Confession, readers: This is my second go at Geoffrey Gray's Skyjack: The Hunt for D.B. Cooper. I'd already shaped my review ofGray's exhaustive but ultimately inconclusive attempt to solve the mystery of the infamous 1970s airplane hijacking when, days before the book's Aug. 9 publication date, news arrived that there was a break in the case. The timing was bizarre, but, to quote Gray from Skyjack, "What about the Cooper case so far hasn't been absurd?"
Let's start at the beginning. The day before Thanksgiving in 1971, a man calling himself Dan Cooper boarded a Boeing 727 for the short hop from Portland to Seattle. He was the last of the flight's passengers to purchase a ticket. Cooper ordered a drink before take-off and, as the aircraft accelerated down the runway, handed a stewardess (a "stew," in Gray parlance) a note informing her he was armed with a bomb. "No funny stuff, or I'll do the job," he told her, while demanding $200,000 in cash and four parachutes. After touching down in Seattle to release passengers, refuel and secure the canvas bag containing his ransom, the plane was en route to Mexico when Cooper lowered its aft stairs and leapt into cold-case history.
Gray, a New York-based journalist, got involved in the case as a result of a tip from private investigator Skipp Porteous. Porteous had a client who claimed to be the brother of D.B. Cooper. The tidbit was alluring enough to hook the writer on the tangled story of the "gentleman thief," a tale that, over the decades, has grown thick with glory hounds putting themselves forward as witnesses; numerous debunked deathbed confessions; incorrigible investigators working with scant and outdated information; and amateur sleuths who gather in online chat rooms to endlessly ponder the case.
Gray has divided Skyjack into sections — the first is focused on the jump itself, a second on the manhunt in the crime's immediate aftermath, and a third (titled "The Curse") on the determined if doomed gumshoe efforts of present-day Cooper aficionados. Throughout the book, we're introduced to various possible Coopers: a man undergoing a sex change operation; a military man-turned con who is jailed for a subsequent skyjacking; an insurance peddler with several ex-wives and a murky past.
Geoffrey Gray has written for the Village Voice, The New York Times and New York Magazine.
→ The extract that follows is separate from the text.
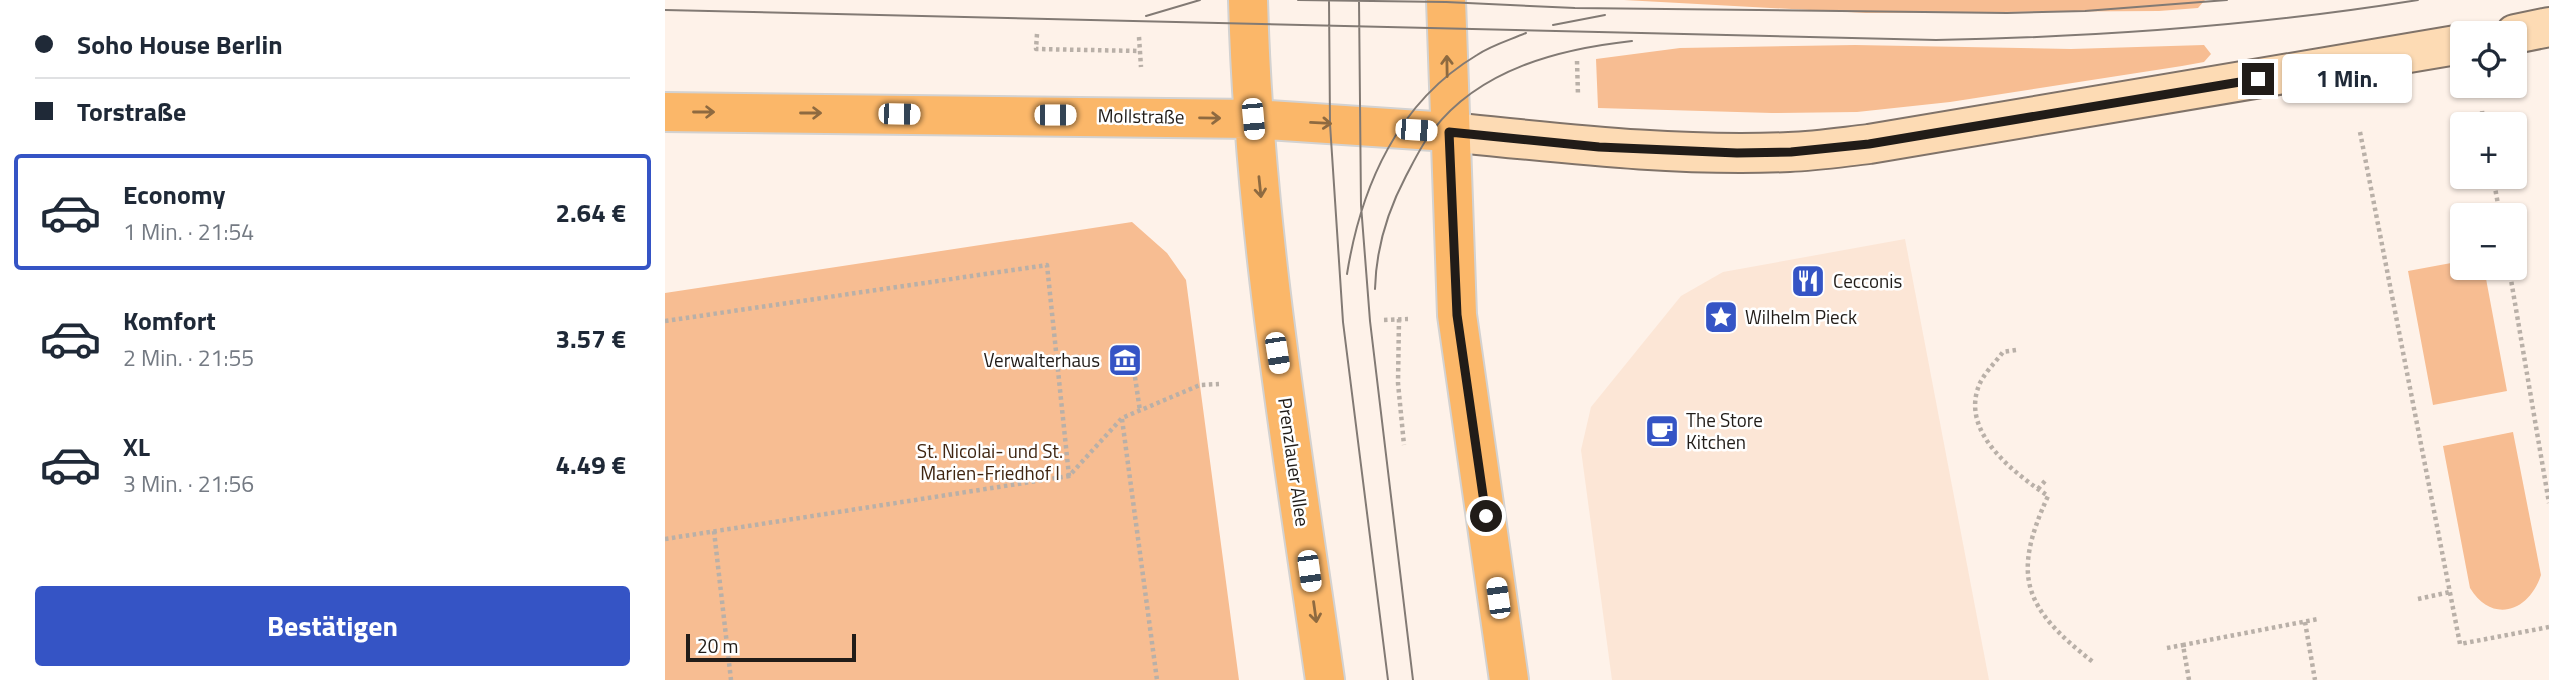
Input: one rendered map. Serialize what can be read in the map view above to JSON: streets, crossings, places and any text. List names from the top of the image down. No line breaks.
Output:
{"streets":{"main road":["Mollstraße","Prenzlauer Allee"]},"crossings":[["Mollstraße","Prenzlauer Allee"]],"one_way":["Mollstraße"],"parks":["St. Nicolai- und St. Marien-Friedhof I"],"places":{"restaurant":["Cecconis"],"place":["Wilhelm Pieck"],"museum":["Verwalterhaus"],"cafe":["The Store Kitchen"]},"scale_bar":"20 m","page":{"banner":["Soho House Berlin","Torstraße"],"map_buttons":["+","−"],"bubble":"1 Min.","list":[{"name":"Economy","note":"1 Min. · 21:54","value":"2.64 €"},{"name":"Komfort","note":"2 Min. · 21:55","value":"3.57 €"},{"name":"XL","note":"3 Min. · 21:56","value":"4.49 €"}],"buttons":"Bestätigen","scale":"20 m"}}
Gray has an eye for detail — a gift that served him well when he became the first reporter to be given access to the FBI's vast case file on Cooper. The live radio chatter between Cooper's hijacked flight crew and the FBI was, Gray reports, so amusing that it was piped into the cabin of another flight for the entertainment of its passengers. The pilots on Cooper's plane had the October and November 1971 issues of Playboy stashed in the cockpit, and Gray obliges with descriptions of the centerfolds.
If he occasionally lets his hard-boiled prose get the better of him (women tend to be "specimens of red" done up in "lipstick and blush") and takes some fliers on the case's slippery facts (was Cooper a bourbon-and-Seven man, as Gray reports, or a bourbon-and-water lover, per the AP and others?), Gray weaves a compelling yarn. By taking us through the minutiae and petty spats of Cooperland, we're given a sense of why the case has transfixed so many for so long.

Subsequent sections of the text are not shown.